Try it:
Here are some records; copy every line that holds the word "numbers".

Data for this exercise:
================================
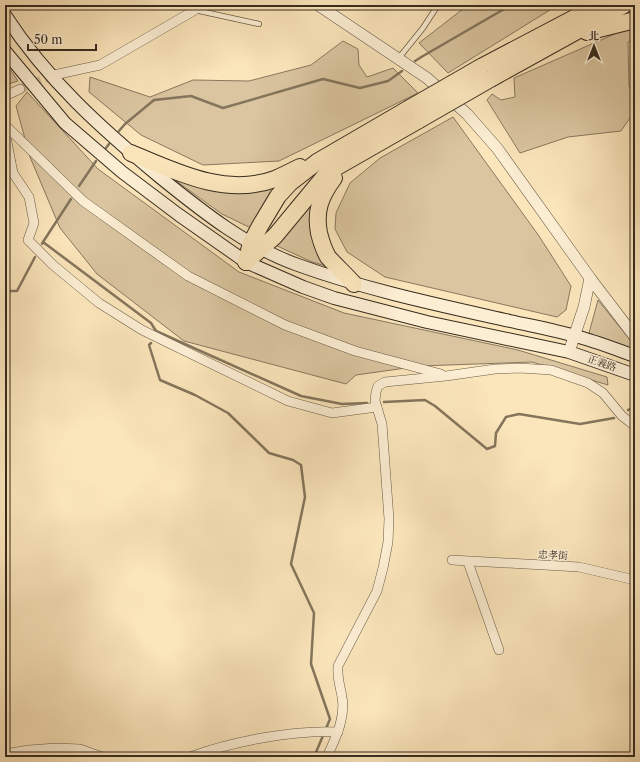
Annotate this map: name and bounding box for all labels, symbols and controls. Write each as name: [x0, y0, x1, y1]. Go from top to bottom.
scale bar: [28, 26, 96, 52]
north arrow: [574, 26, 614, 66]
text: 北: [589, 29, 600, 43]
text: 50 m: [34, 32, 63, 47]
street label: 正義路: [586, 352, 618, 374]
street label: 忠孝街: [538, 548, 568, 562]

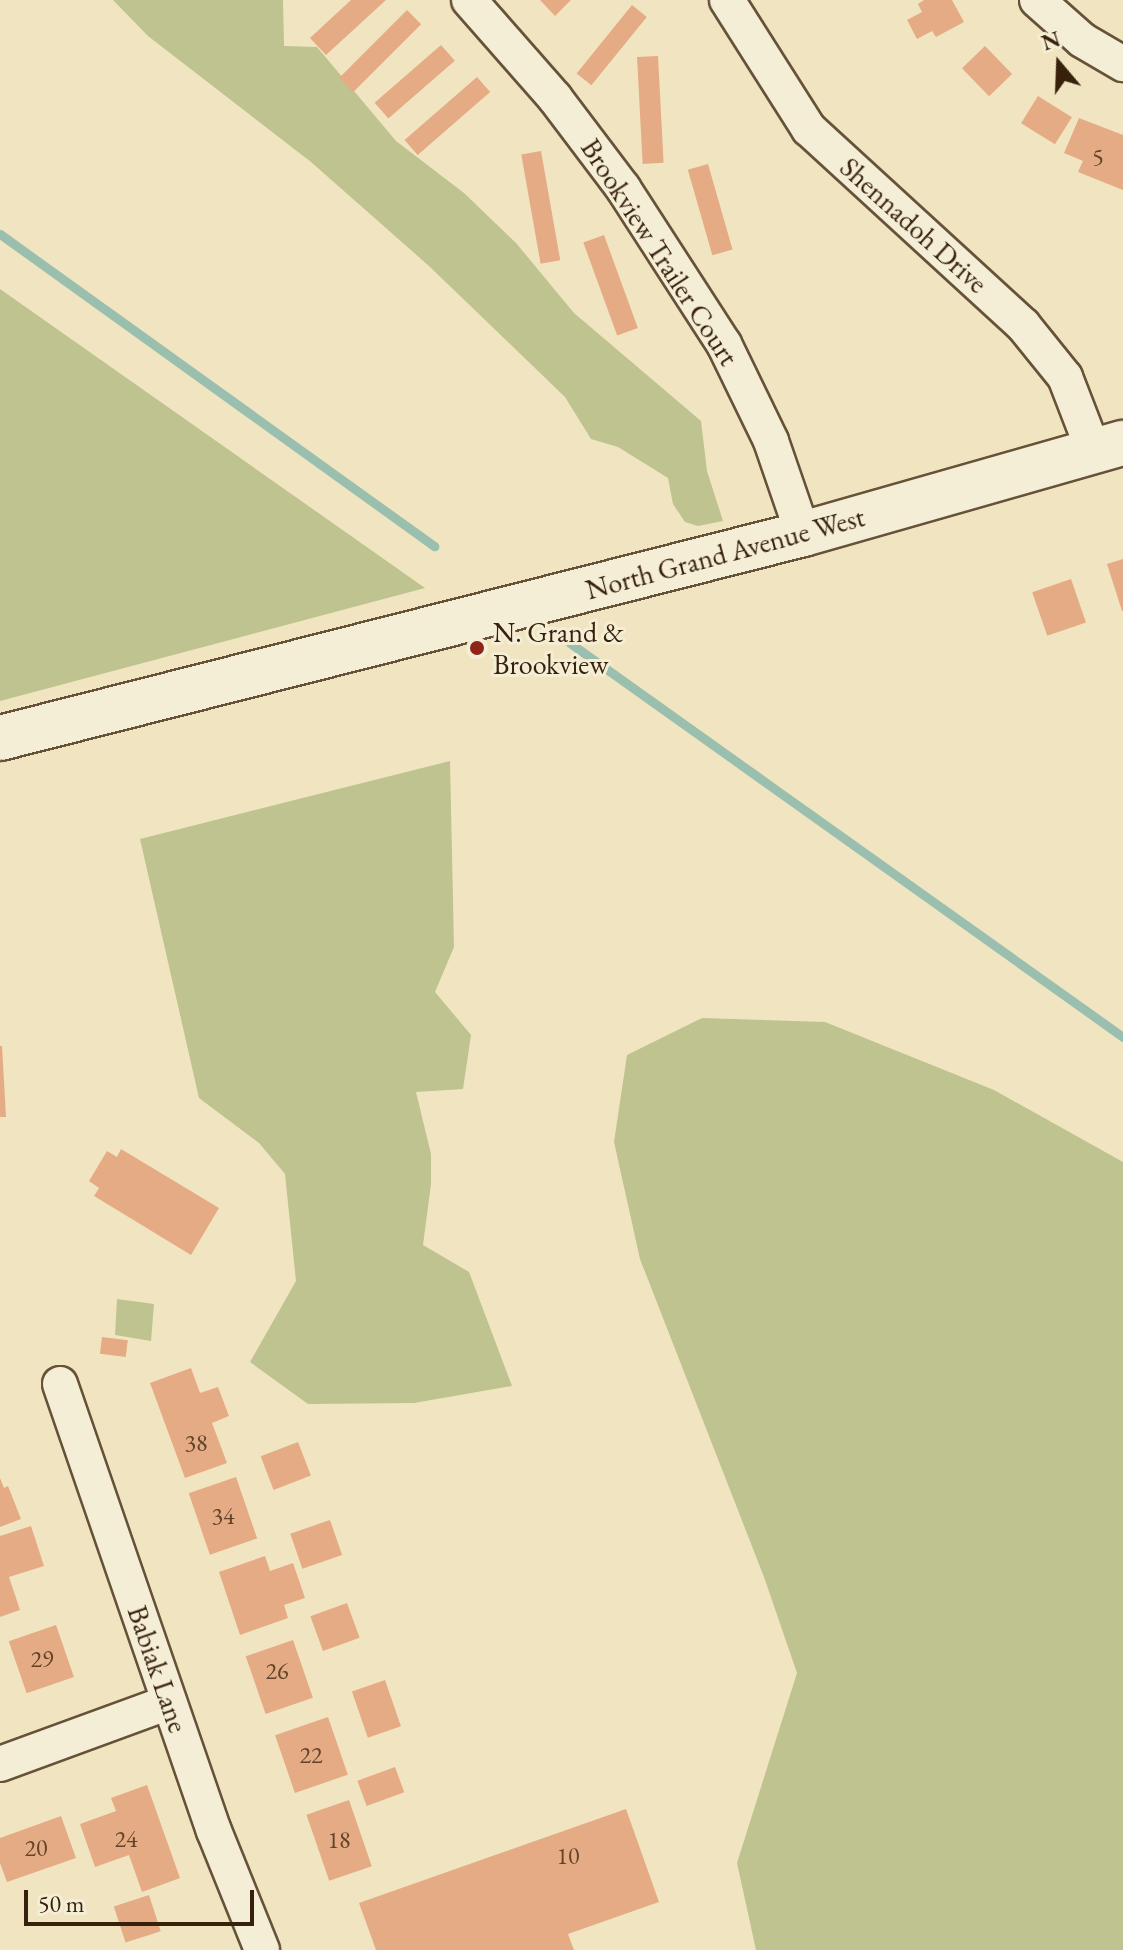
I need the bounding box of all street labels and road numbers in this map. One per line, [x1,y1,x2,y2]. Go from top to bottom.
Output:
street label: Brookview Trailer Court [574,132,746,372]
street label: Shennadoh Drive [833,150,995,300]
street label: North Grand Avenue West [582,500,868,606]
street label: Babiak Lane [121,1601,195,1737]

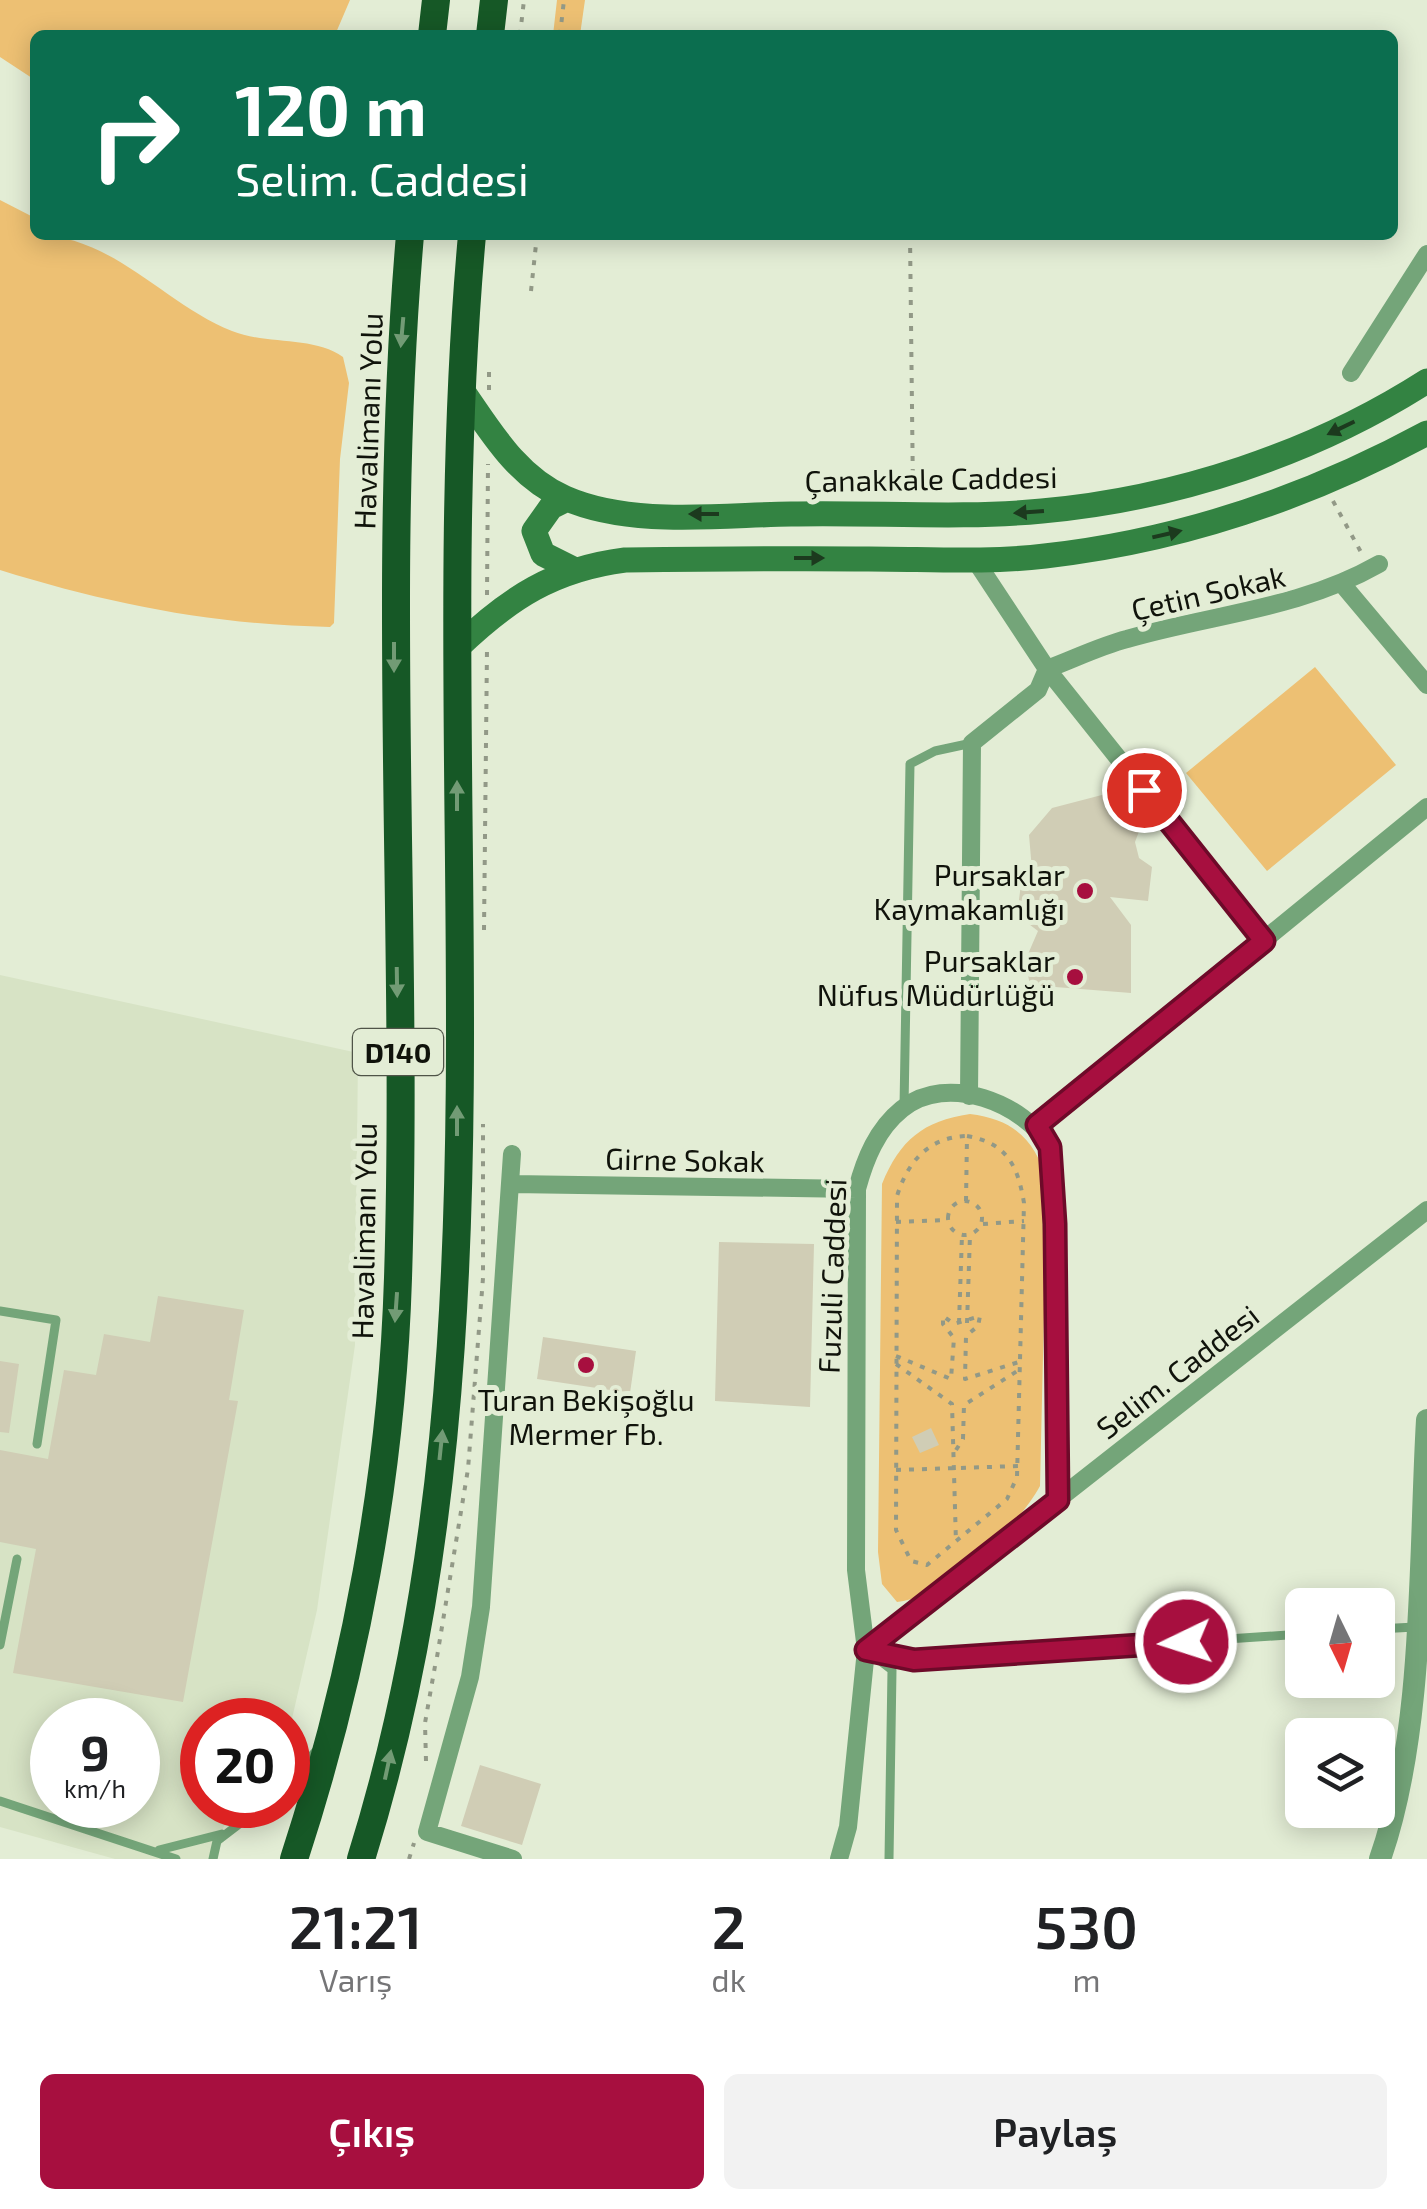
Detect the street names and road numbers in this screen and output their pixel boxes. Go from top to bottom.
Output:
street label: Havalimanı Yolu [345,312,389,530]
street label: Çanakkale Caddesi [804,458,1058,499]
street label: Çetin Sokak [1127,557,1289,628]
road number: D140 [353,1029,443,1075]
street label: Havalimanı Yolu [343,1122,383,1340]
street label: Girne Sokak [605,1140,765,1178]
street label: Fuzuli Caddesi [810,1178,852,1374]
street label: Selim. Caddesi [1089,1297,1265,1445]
================================
Output of the exercise:
I need the bounding box of all street labels and road numbers in this map. One per line, [x1,y1,x2,y2]. Go from top to bottom.
Detect the street names and road numbers in this screen and output their pixel boxes. Go from top to bottom.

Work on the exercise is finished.